Locura digital

12 04 2020

La ministra se cree que podemos dar clase con un teléfono móvil.

Las empresas ponen a nuestra disposición todos los medios digitales de que disponen de manera gratuita… de momento.

Alumnos, profesores y hasta padres están saturados de tareas, pero, eso sí, sigue prohibido avanzar materia.

Los alumnos de segundo de Bachillerato se enfrentan a una Ebau anormal en estado de ansiedad mientras las autoridades educativas todavía insisten en que se trata de la única forma de evaluación justa.

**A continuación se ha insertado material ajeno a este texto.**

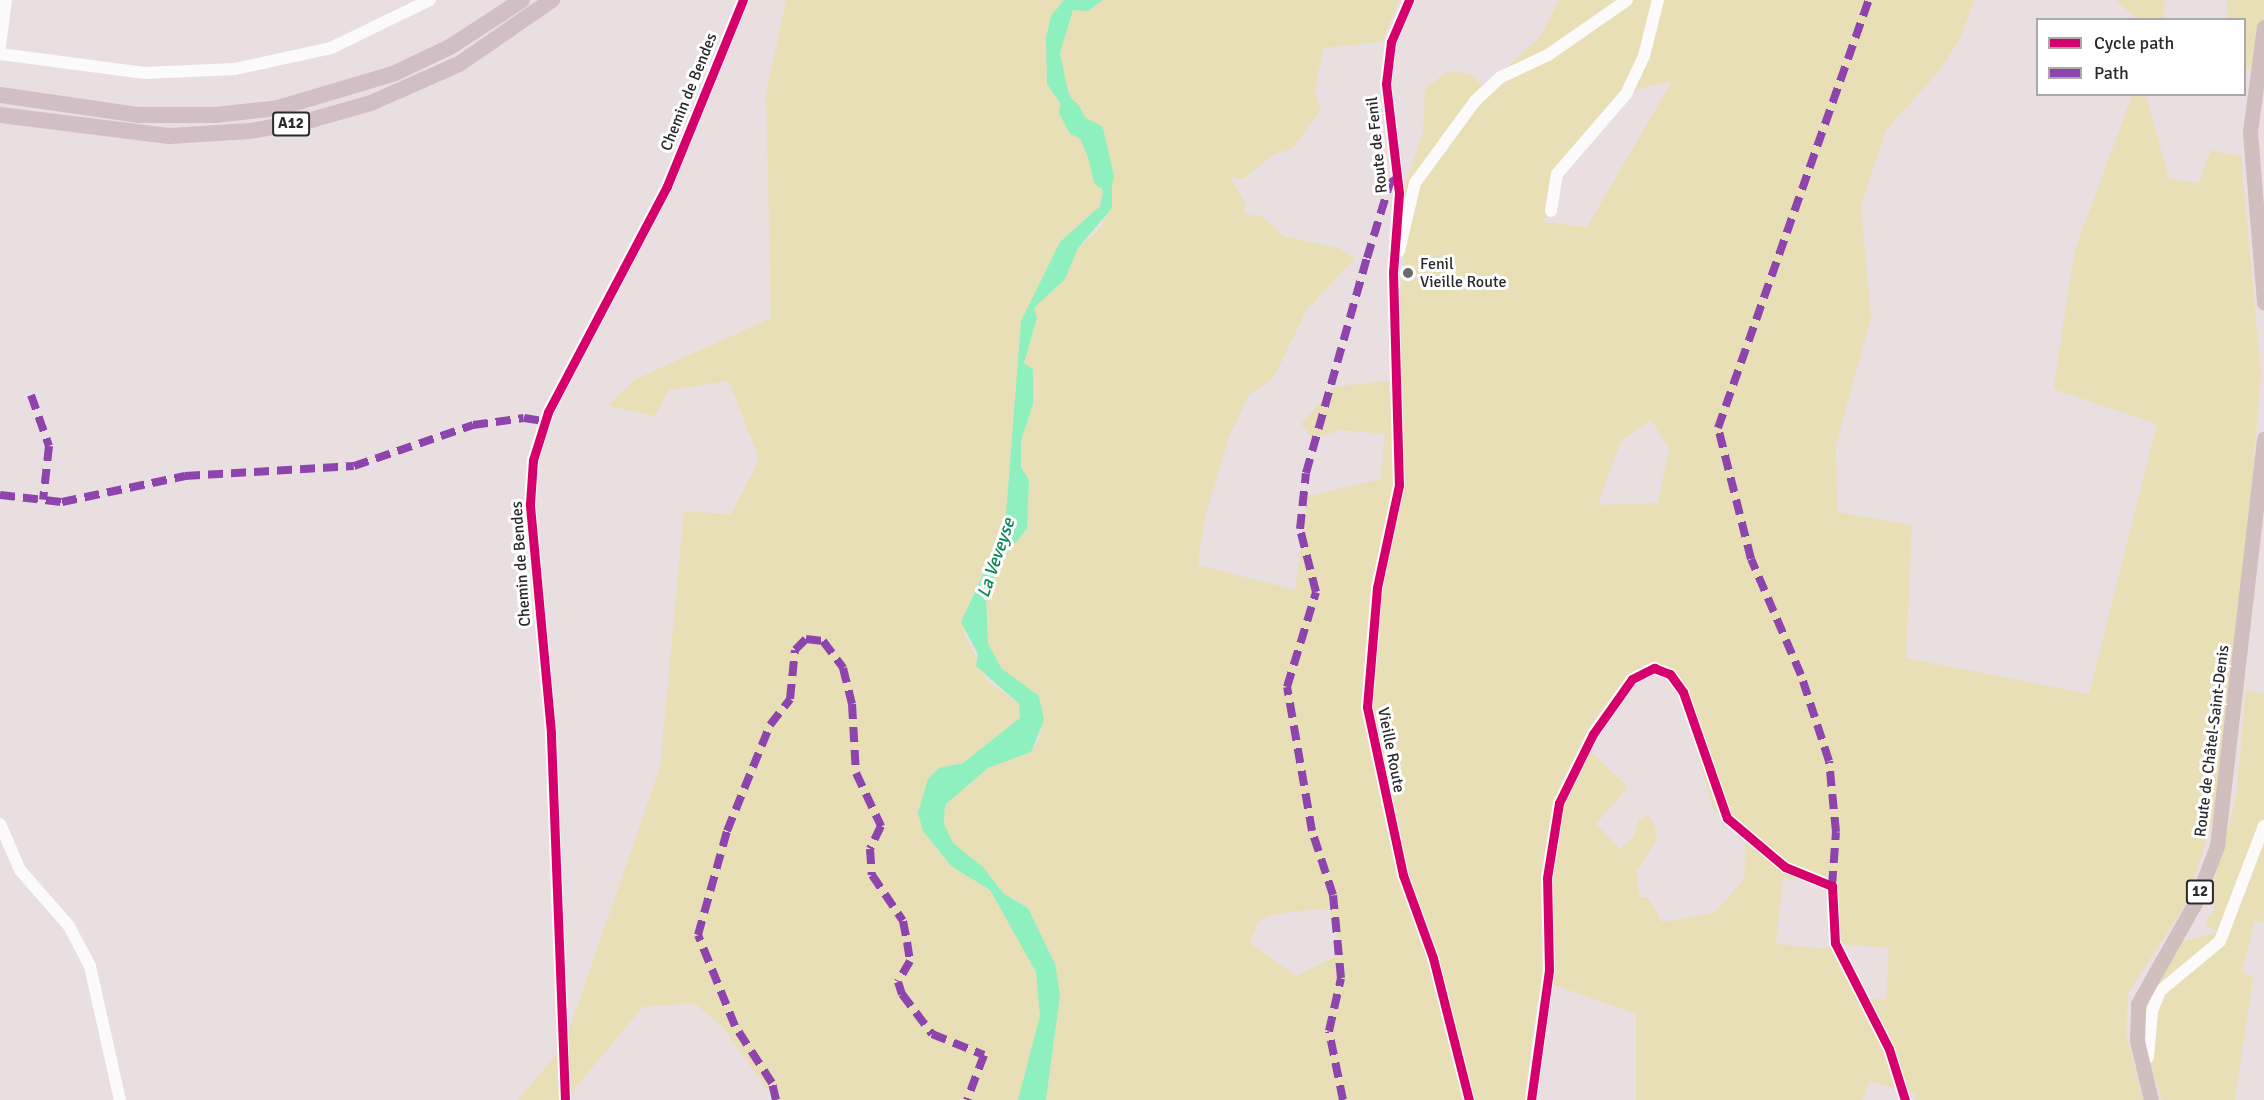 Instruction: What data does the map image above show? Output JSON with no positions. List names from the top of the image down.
{
  "streets": {
    "highway": ["A12"],
    "main road": ["Route de Châtel-Saint-Denis", "12"],
    "street": ["Chemin de Bendes", "Route de Fenil", "Vieille Route"]
  },
  "crossings": [
    ["Route de Fenil", "Vieille Route"]
  ],
  "water": ["La Veveyse"],
  "places": ["Fenil Vieille Route"],
  "legend": ["Cycle path", "Path"]
}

La sociedad se vuelve loca ante la pérdida de unas semanas en la larga vida educativa de sus menores, y lo califica de tragedia. No sé que nombre reservan para las familias abocadas al paro y a la pobreza. Tragedia son los nuevos parados, tragedia son los pobres, tragedia los enfermos.

Tragedia son los muertos.



Primera semana de cuarentena

19 03 2020

La realidad no es nunca como la pintan los políticos. Al cerrar las aulas, la Consejería emitió un mensaje de normalidad: que si continuaríamos las clases por vía telemática, que si –afortunadamente, recalcó– no vivíamos en la Prehistoria… Voy a dejar aparte la obvia discriminación hacia las sociedades de cazadores-recolectores y a centrarme. Resumo la situación: esto es un puto caos.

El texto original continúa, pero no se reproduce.